# EXERCISE:
Filter the listing below, keeping only the lines with the word "Transcribe".

Top of RECORDS TO USE

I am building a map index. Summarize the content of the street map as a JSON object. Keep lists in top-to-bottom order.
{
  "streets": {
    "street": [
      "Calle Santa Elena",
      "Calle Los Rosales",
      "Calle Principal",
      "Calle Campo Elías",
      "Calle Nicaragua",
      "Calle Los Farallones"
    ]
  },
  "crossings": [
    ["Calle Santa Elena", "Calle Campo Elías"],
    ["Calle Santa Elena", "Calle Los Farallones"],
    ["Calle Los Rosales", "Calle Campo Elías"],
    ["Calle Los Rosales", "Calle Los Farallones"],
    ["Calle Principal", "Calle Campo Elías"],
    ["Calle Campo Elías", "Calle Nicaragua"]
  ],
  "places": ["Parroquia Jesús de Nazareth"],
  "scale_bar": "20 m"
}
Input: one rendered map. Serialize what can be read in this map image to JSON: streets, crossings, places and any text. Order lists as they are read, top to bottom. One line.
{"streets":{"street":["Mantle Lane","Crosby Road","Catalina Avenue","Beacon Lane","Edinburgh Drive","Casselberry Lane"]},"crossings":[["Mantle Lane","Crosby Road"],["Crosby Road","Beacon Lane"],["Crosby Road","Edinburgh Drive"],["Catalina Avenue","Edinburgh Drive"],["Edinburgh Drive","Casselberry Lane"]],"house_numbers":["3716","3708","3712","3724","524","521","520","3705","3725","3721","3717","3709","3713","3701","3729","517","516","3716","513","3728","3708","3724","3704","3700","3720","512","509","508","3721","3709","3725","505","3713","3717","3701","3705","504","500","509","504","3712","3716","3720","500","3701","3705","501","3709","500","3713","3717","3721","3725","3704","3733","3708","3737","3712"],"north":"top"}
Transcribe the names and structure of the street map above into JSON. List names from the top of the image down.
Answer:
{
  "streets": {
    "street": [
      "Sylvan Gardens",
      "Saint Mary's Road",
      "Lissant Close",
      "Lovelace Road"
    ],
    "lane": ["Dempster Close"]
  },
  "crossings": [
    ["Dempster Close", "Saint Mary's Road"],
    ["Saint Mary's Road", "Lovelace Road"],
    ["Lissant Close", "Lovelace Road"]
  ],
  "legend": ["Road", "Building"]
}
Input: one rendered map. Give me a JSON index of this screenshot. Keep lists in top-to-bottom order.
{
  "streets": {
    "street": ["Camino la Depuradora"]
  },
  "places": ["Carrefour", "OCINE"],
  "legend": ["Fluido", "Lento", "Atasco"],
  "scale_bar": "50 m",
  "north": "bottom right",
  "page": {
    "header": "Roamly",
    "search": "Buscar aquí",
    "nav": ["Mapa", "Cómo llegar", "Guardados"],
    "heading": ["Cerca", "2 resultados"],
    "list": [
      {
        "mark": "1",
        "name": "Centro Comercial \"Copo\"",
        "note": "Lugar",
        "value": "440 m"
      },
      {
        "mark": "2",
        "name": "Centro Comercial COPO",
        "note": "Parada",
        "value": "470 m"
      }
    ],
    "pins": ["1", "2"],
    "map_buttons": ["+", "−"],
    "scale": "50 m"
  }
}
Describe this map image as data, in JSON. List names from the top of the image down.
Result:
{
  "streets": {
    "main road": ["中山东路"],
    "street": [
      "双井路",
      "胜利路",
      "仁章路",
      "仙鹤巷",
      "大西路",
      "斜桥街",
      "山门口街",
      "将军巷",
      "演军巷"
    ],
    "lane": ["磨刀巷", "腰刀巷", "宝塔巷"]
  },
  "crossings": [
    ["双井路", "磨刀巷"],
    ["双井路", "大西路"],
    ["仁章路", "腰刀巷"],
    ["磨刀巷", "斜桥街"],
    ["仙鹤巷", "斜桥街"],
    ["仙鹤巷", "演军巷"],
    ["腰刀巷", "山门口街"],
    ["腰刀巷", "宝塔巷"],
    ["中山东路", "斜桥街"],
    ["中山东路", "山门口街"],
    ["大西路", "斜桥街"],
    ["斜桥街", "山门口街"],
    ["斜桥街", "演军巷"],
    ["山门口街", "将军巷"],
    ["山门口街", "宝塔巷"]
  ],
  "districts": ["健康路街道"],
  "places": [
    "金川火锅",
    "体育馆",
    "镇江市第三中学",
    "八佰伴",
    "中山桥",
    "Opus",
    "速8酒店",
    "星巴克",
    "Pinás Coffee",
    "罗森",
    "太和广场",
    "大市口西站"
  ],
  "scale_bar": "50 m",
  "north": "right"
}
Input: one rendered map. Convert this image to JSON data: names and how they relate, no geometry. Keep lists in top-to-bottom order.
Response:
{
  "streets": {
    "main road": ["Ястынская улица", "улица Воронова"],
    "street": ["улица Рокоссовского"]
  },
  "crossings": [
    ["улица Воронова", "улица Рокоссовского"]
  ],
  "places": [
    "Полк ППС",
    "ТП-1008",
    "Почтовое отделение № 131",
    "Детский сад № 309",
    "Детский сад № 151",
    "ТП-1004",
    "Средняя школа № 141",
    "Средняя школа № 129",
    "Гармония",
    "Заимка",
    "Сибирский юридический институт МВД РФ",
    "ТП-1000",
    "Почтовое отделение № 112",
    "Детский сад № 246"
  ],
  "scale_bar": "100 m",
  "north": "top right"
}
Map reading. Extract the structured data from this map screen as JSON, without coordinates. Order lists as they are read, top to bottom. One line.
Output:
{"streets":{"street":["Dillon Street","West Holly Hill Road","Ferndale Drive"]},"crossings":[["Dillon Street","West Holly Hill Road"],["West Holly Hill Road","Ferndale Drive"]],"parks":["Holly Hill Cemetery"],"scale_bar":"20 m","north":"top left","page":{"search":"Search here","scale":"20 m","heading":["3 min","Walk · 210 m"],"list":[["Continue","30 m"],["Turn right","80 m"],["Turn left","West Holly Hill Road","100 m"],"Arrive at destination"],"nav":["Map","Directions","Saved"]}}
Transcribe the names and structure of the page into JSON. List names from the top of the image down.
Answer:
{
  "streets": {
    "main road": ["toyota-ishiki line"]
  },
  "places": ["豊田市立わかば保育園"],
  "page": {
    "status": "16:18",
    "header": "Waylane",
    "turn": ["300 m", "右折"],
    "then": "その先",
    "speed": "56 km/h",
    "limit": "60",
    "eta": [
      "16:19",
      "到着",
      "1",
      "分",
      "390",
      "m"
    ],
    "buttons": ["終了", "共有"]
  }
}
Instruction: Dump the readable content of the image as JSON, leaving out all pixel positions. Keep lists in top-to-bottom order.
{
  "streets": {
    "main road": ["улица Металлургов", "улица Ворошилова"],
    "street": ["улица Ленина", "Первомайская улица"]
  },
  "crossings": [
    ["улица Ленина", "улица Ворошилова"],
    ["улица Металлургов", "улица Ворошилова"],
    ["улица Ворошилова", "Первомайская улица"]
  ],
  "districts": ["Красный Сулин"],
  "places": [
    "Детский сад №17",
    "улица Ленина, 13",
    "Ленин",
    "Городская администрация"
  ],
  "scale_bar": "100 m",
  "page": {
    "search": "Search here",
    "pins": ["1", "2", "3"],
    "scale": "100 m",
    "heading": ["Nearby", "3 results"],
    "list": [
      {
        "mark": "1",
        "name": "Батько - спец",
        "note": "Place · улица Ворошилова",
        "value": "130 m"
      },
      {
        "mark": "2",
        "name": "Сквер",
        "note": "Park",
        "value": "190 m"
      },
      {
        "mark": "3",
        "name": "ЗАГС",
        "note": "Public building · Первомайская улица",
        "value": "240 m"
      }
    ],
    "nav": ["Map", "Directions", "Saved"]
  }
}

Bottom of RECORDS TO USE

# WRITTEN ANSWER:
Transcribe the names and structure of the street map above into JSON. List names from the top of the image down.
Transcribe the names and structure of the page into JSON. List names from the top of the image down.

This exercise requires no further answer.